Compute the electric flux linked with a surface \( \vec{A} = 2 \hat{j} \, \mathrm{m}^2 \), placed in a uniform electric field \( \vec{E} = (4 \hat{i} + 3 \hat{j}) \, \mathrm{V/m} \).

Hint:

The electric flux is the dot product of the electric field vector and the area vector. If the vectors are perpendicular, the flux is zero; if parallel, the flux is the product of the magnitudes.

Answer 1

The electric flux \( \Phi_E \) linked with a surface is given by the dot product of the electric field \( \vec{E} \) and the area vector \( \vec{A} \):
\[ \Phi_E = \vec{E} . \vec{A} \] The area vector \( \vec{A} \) is given as \( \vec{A} = 2 \hat{j} \, \text{m}^2 \), and the electric field is \( \vec{E} = 4 \hat{i} + 3 \hat{j} \, \text{V/m} \).

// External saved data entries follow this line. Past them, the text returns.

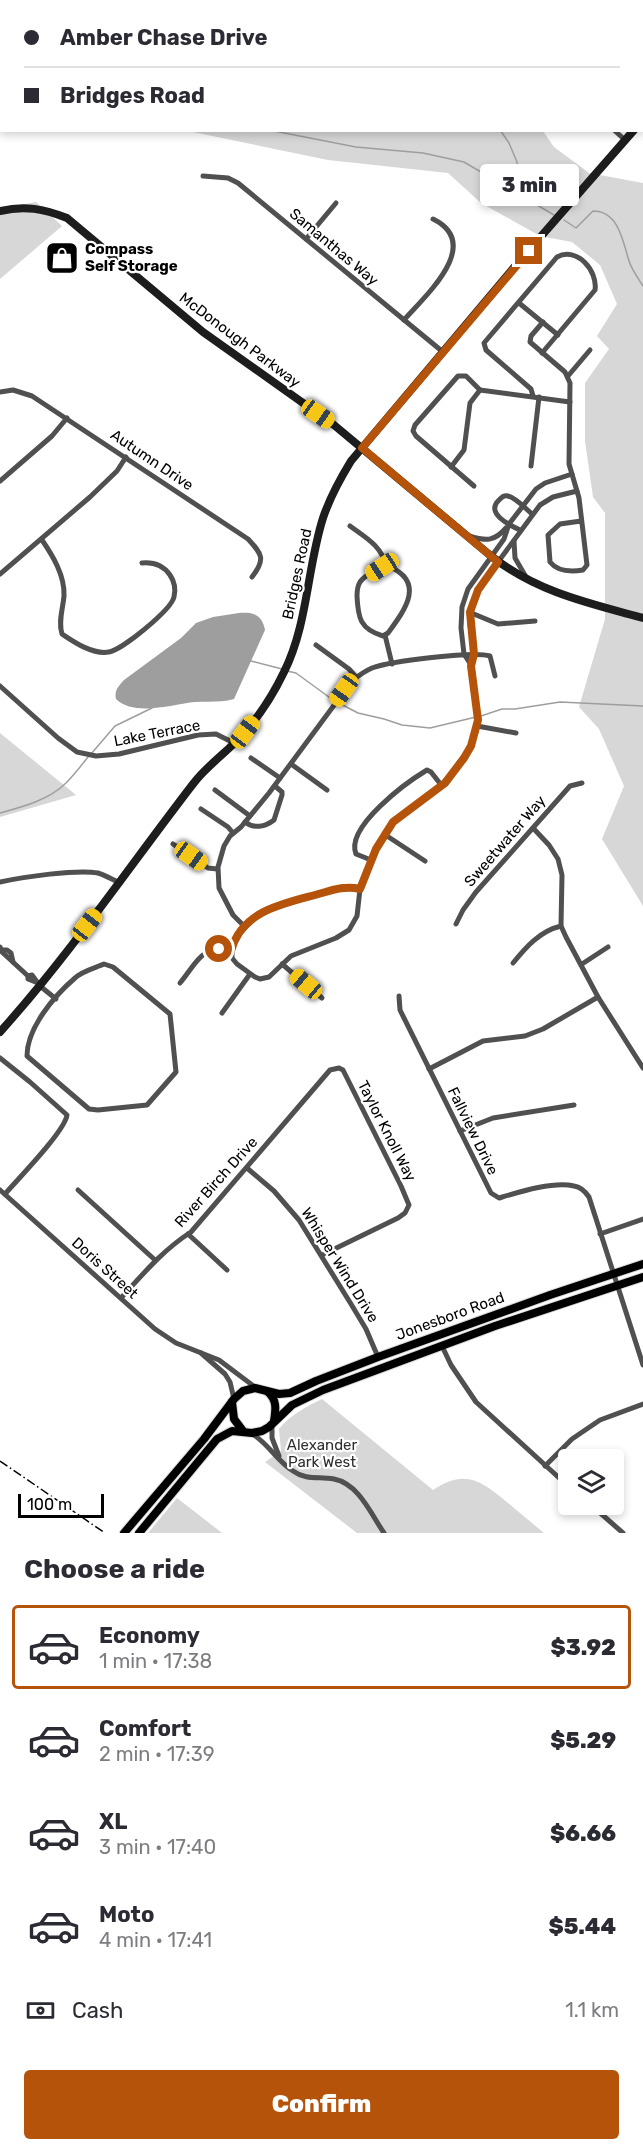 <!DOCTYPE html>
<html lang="en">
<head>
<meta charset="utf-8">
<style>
  body { margin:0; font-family:Rubik,sans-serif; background:#f2f2f3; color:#2b2b33; height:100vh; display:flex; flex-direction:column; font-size:22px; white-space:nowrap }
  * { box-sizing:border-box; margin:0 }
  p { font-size:20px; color:#7c7c81 }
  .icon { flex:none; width:33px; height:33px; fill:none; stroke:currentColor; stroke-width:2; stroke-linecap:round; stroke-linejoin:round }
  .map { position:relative; height:1533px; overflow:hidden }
  .sheet { display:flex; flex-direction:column; background:#fff; flex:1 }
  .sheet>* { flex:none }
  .banner { position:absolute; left:0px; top:0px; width:644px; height:132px; box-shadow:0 3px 9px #0003; display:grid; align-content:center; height:132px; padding:0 24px; background:#fff }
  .controls { position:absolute; left:558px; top:1449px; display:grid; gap:12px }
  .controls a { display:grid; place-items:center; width:66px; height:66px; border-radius:6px; background:#fff; box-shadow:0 3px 9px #0003; font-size:30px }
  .scale { position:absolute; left:18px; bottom:15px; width:86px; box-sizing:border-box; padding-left:6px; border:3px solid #000; border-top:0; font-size:16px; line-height:21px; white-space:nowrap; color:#000; -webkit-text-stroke:4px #fff; paint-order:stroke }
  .end { position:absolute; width:27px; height:27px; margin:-14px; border:8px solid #b45309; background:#fff; box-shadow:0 0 0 3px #fff }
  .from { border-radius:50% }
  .bubble { position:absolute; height:42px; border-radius:6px; background:#fff; box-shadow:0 3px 9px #0003; font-size:20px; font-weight:800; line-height:42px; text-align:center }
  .car { position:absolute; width:18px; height:36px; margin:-18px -9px; border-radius:8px; box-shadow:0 0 4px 2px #0007; background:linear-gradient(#f5c518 24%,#345 0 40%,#f5c518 0 76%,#345 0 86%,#f5c518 0) }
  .banner b { display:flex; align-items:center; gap:21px; height:57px; font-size:22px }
  .banner b+b { border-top:2px solid #e1e1e2 }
  .banner i { width:15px; height:15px; background:#2b2b33 }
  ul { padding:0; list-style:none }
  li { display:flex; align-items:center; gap:18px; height:84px; margin:0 12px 9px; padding:0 12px; border:3px solid transparent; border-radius:6px }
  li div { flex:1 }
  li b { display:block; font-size:22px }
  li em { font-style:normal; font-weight:800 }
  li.current { border-color:#b45309 }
  li>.icon { width:54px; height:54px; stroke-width:1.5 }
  h2 { padding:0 24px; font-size:27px; line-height:72px }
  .pay { display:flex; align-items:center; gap:15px; height:66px; padding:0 24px; font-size:22px }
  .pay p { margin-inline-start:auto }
  .cta { display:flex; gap:12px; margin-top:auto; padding:12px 24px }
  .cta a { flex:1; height:69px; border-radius:6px; background:#b45309; color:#fff; font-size:24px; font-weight:800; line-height:69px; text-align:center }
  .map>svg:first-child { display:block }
  .green { fill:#d7d7d7 }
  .water { fill:#9e9e9e }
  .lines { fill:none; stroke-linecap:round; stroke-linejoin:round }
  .stream { stroke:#9e9e9e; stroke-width:1.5 }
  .primary-casing { stroke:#dbdbdb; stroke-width:10 }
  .street { stroke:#505050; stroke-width:5 }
  .secondary { stroke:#1d1d1d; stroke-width:8 }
  .primary { stroke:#000; stroke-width:8 }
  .rail { stroke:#000; stroke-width:1.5; stroke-dasharray:9 3 1.5 3; stroke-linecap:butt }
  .route { stroke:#b45309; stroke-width:8 }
  .labels { text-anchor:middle; stroke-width:4.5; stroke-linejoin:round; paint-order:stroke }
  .street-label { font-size:15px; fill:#000; stroke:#fff }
  .poi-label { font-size:15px; font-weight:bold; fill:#000; stroke:#fff; text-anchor:start }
  .park-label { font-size:15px; fill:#2e2e2e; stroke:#fff }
</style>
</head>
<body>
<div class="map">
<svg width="643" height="1533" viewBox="0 0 643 1533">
  <rect width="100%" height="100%" fill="#fff"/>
  <g class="green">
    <polygon points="0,0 106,0 108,1 2,2 1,97"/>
    <polygon points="188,131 543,131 554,147 589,173 643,183 643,906 602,839 624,786 599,729 579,707 605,619 605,513 593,497 585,441 585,383 609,349 597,336 617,304 600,265 572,242 540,236 481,203 448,173 328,160"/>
    <polygon points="36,202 62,226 0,279 0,209"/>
    <polygon points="0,733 76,795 0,817"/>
    <path d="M322 1399 433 1490C465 1468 482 1481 508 1503 520 1513 532 1523 544 1533H357L265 1462 281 1451 279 1429C290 1415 306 1407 322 1399Z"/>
    <polygon points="177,1498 222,1533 148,1533"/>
  </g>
  <path class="water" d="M239 613C253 612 262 614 265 630L234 699C222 703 208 701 195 702 174 704 134 717 116 699 114 690 119 686 124 680L181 638 196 623 213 617Z"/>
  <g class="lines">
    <g class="stream">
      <polyline points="606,2 607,0"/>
      <polyline points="0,95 2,95"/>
      <polyline points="269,130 356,147 423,153 464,162 554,215"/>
      <polyline points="500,130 509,143 517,162 516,192"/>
      <path d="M564 220 576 228 593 211C619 211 623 242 629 261 632 270 638 278 643 286"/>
      <polyline points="251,661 282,669"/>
      <polyline points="287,671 296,673 333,700 358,713 384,719 402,725 430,728 476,717"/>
      <polyline points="481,716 502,709 515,709 560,702 643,706"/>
      <polyline points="91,754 115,726 152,708"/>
      <path d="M0 813C22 807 49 800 66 783 74 775 81 766 88 757"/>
    </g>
    <defs>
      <g id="primary">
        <path d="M268 1392C277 1400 276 1409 274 1421"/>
        <polyline points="232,1402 234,1419 243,1431"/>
        <polyline points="124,1533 204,1439 234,1399 243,1391 255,1388 279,1394 290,1393 316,1381 378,1357 550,1295 643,1264"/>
        <polyline points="139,1533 217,1439 232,1431 252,1433 262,1431 269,1427 292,1405 323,1390 495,1326 643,1277"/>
      </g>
    </defs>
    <use href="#primary" class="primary-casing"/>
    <g class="street">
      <polyline points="166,0 168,2"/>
      <polyline points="242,0 244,2"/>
      <polyline points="321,0 323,2"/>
      <polyline points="201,2 203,0"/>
      <polyline points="387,2 387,0"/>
      <polyline points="642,57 643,58"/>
      <polyline points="614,130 625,140"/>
      <polyline points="203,176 228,178 238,183 443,352"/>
      <polyline points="306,239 336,203"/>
      <polyline points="519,303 558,335"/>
      <path d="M404 320C425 296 484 244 433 219"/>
      <path d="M543 322 531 336 530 342 565 372 570 383 569 464 579 498 587 565 583 570C571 572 558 572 550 562L548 535 560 524 581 521"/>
      <polyline points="568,376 590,350"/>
      <path d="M0 392 13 390 32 396 248 539C262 554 266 559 252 577"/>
      <path d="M533 396 531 389 486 350 484 343 557 257C577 246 598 271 595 290L542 353"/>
      <polyline points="531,466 539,397"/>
      <polyline points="451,467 464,450 470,403 480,390 570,402"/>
      <polyline points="0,481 52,436 67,418"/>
      <polyline points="474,486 416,436 413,431 415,425 458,376 466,376 480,390"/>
      <path d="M350 526C365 537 382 546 386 566"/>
      <path d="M520 530C509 525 485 513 499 500 502 497 504 495 508 496 516 498 526 509 532 514"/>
      <path d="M469 536C486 541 494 542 506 528"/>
      <path d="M42 540C53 556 65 576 64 596 63 608 58 622 62 634 74 642 93 655 109 652 122 650 171 610 174 597 176 589 174 581 170 575 163 565 153 562 142 563"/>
      <polyline points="514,541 515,558 526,577"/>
      <path d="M388 566C427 582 404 611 388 633L383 636C360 629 358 618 357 596 357 591 357 587 360 582 365 575 380 567 388 566Z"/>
      <polyline points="0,574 90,497 117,471 126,457"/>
      <polyline points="469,612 498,624 535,621"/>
      <polyline points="385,635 392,664"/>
      <polyline points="316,645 349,669 356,677"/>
      <polyline points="472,666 464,654 461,628 462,607 468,589 504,539 509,524 536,489 545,483 572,474"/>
      <polyline points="0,686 58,738 77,752 96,756 119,754 198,735 216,734 234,743"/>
      <polyline points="477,726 516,733"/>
      <polyline points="251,758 280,778"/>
      <polyline points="291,764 327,790"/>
      <polyline points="215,790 250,816"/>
      <polyline points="201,809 228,827 233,833"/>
      <path d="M245 822C254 829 265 827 274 820L282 795V792L275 786"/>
      <polyline points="533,828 549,845 558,859 562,875 561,926 566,937 598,997 643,1068"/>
      <polyline points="384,834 425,861"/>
      <polyline points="173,844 208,868 217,869"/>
      <path d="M371 860 356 854C345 827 407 782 427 770L431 772 442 786"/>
      <path d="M0 882C23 877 77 869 98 873 105 875 113 880 120 883"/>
      <polyline points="360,889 357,916 349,930 336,938 291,956 269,977 260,979 255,977 237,964 232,958 232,948 240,933 254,918 266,910 343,887 360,889 376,849 393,822 445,783 467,754 476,732 478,720 472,666 474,654 470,625 471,607 481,585 540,505 553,497 577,491"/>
      <polyline points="456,924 463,910 476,892 570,786 582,783"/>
      <path d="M245 927 233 915 219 888 218 867 224 846 230 836 241 827 269 793 352 681C358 676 365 671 372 668 391 661 473 651 490 656L495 676"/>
      <polyline points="0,947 2,952 28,976 28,979 38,983"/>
      <polyline points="1,950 7,950 11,953 13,962"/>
      <path d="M513 963C526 947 540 931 561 926"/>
      <path d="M104 964 113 967 170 1014 176 1072 147 1105 98 1110 89 1109 27 1056C27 1028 54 996 75 978 82 971 95 968 104 964Z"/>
      <polyline points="282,964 322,998"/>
      <polyline points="582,964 608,947"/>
      <polyline points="28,976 32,975 40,986 56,999"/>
      <path d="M180 983C198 961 201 945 231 951"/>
      <path d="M399 996 400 1010 491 1193 499 1198C519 1192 554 1181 574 1186 581 1187 585 1191 589 1197L643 1365"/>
      <polyline points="222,1013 250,974"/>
      <path d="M0 1058 30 1082 67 1115C65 1131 18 1179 5 1194"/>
      <polyline points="429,1069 483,1041 525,1036 543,1029 598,997"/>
      <polyline points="460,1131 493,1118 574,1105"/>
      <polyline points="247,1168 274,1191 299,1220 351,1304 366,1329 378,1357"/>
      <polyline points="0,1190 155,1329 176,1343 219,1360 255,1387"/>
      <polyline points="78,1190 155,1260"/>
      <polyline points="188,1234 227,1270"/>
      <polyline points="600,1234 643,1219"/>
      <path d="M121 1298C143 1274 163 1250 191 1232L330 1070 339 1068 343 1070 401 1186 409 1205 405 1213 398 1218 322 1255"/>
      <polyline points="442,1346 451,1365 476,1402 568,1486"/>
      <polyline points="201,1353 225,1374 230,1382 234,1399"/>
      <polyline points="272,1425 272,1438 279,1456"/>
      <path d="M251 1433C268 1443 277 1461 293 1471 307 1481 319 1476 334 1479 359 1484 371 1514 384 1533"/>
      <polyline points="545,1466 572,1439 600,1420 643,1404"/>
      <polyline points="590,1504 623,1533"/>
    </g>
    <g class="secondary">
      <polyline points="642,121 643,120"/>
      <path d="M0 211C25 205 44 209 67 218L203 332 334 425 491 556C537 592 588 603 643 618"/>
      <path d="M0 1032C70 954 129 867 193 784 207 765 229 751 244 733 260 715 274 693 284 672 308 624 307 568 323 518 330 497 340 479 351 461L516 265 634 130"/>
    </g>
    <use href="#primary" class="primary"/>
    <polyline class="rail" points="0,1461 105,1533"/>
  </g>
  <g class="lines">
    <path class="route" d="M219 949 231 951C241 912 281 904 315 895 330 891 344 885 360 889L376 849 393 822 445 783 464 758 471 746 478 720 471 666 474 654 470 612 478 590 498 562 362 448 529 251"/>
  </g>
  <defs>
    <symbol id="shop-square" viewBox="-11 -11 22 22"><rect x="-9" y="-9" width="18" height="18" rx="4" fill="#000" stroke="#fff"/><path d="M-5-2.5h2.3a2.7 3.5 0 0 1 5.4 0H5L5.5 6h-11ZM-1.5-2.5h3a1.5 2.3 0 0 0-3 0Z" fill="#fff"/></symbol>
  </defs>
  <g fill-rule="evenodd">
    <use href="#shop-square" x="43" y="239" width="38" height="38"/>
  </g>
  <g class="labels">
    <g class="street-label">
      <text transform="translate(334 247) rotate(40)" y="5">Samanthas Way</text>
      <text transform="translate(240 340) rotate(37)" y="5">McDonough Parkway</text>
      <text transform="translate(152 460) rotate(34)" y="5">Autumn Drive</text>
      <text transform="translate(297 574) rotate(-78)" y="5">Bridges Road</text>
      <text transform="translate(157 733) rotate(-11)" y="5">Lake Terrace</text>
      <text transform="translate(505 841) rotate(-49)" y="5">Sweetwater Way</text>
      <text transform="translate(387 1131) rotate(63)" y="5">Taylor Knoll Way</text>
      <text transform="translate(473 1131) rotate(64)" y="5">Fallview Drive</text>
      <text transform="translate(216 1182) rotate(-48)" y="5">River Birch Drive</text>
      <text transform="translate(340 1265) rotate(58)" y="5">Whisper Wind Drive</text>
      <text transform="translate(105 1268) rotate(42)" y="5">Doris Street</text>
      <text transform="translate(450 1316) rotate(-20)" y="5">Jonesboro Road</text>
    </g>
    <g class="poi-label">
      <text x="85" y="254">Compass<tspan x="85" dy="17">Self Storage</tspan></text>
    </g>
    <g class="park-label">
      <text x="322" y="1450">Alexander<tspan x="322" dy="17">Park West</tspan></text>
    </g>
  </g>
</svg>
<div class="controls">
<a><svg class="icon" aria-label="layers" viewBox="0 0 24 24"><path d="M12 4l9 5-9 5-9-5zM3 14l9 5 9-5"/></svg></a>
</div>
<div class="scale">100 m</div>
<i class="end from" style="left:219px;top:949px"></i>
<i class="end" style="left:529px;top:251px"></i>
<div class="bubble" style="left:480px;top:164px;width:99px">3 min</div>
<i class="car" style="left:318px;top:414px;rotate:125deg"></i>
<i class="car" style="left:382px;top:567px;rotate:237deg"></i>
<i class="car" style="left:344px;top:690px;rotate:215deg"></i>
<i class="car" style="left:245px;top:732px;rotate:37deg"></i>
<i class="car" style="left:191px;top:856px;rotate:125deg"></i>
<i class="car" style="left:87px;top:925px;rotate:38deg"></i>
<i class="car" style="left:306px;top:984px;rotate:310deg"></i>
<div class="banner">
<b><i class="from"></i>Amber Chase Drive</b>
<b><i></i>Bridges Road</b>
</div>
</div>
<section class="sheet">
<h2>Choose a ride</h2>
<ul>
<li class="current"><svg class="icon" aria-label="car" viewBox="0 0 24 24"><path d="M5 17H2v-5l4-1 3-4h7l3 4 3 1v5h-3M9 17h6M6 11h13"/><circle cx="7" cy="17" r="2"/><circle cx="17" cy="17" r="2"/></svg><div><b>Economy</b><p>1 min · 17:38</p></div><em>$3.92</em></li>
<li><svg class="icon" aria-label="car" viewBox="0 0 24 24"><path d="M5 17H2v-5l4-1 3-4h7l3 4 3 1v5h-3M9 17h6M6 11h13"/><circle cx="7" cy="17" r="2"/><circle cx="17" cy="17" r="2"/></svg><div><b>Comfort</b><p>2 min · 17:39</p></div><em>$5.29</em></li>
<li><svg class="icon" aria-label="car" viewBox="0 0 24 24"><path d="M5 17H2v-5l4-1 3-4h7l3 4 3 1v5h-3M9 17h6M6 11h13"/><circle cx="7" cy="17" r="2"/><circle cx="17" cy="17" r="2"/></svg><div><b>XL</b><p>3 min · 17:40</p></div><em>$6.66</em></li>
<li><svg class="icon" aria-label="car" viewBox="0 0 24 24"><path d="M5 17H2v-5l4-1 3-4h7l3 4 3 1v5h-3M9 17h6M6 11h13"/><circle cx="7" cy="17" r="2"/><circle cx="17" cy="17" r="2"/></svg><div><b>Moto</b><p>4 min · 17:41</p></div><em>$5.44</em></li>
</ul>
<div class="pay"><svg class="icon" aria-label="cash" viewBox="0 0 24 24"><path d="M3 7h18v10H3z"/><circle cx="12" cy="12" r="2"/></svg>Cash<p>1.1 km</p></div>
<div class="cta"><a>Confirm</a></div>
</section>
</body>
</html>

The dot product of the electric field and the area vector is:
\[ \Phi_E = (4 \hat{i} + 3 \hat{j}) . (2 \hat{j}) \] Since the dot product of two perpendicular vectors is zero and the dot product of two parallel vectors is the product of their magnitudes, we get:
\[ \Phi_E = (4 \times 0) + (3 \times 2) = 6 \, \text{V} . \text{m}^2 \] Thus, the electric flux linked with the surface is \( \Phi_E = 6 \, \text{V} . \text{m}^2 \).